The first CI/CD pipeline I set up for a production project was a single GitHub Actions workflow that ran npm test and then deployed to a VPS via SSH. It worked until it did not — a failed deployment left the server in a half-updated state on a Friday evening, and I spent the weekend manually reverting files. That experience taught me that a deployment pipeline is not just "run tests then deploy." It is the entire system of checks, gates, and rollback mechanisms that stand between a git push and your users seeing new code.

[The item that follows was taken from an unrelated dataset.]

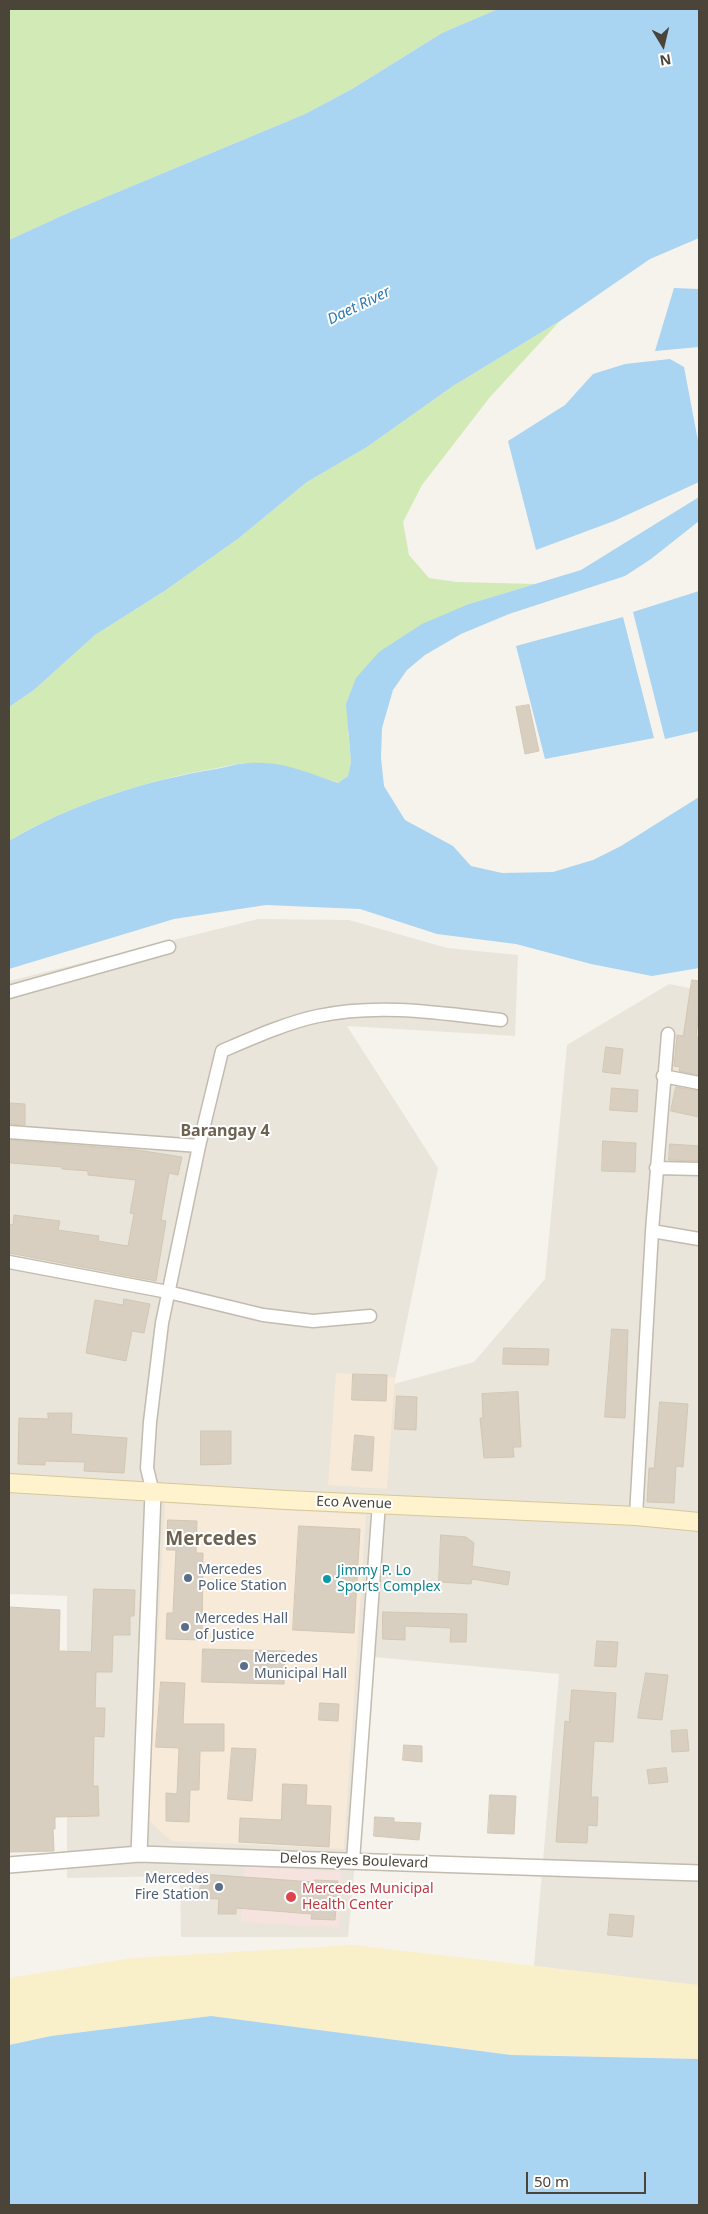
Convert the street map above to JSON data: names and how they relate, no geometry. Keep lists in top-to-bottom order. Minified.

This post covers the pipeline architecture I have refined across multiple production projects, with concrete GitHub Actions examples you can adapt.

Pipeline Architecture

A production pipeline has distinct stages, and each stage has a specific purpose. Skipping stages saves minutes now and costs hours later.

The Stages

Code Push
  │
  ├─→ Stage 1: Validation (lint, format, type-check)
  │
  ├─→ Stage 2: Testing (unit, integration)
  │
  ├─→ Stage 3: Build (compile, bundle, containerize)
  │
  ├─→ Stage 4: Deploy to Staging
  │
  ├─→ Stage 5: Smoke Tests / E2E on Staging
  │
  └─→ Stage 6: Deploy to Production

Each stage acts as a gate. If validation fails, tests never run. If tests fail, the build never starts. This saves compute time and provides fast feedback — developers know within 30 seconds if they forgot to run the linter, rather than waiting 8 minutes for a test suite to fail.

Trigger Strategy

Not every push needs the full pipeline. Here is the trigger configuration I use:

# .github/workflows/ci.yml
name: CI
on:
  push:
    branches: [main, develop]
  pull_request:
    branches: [main, develop]
    types: [opened, synchronize, reopened]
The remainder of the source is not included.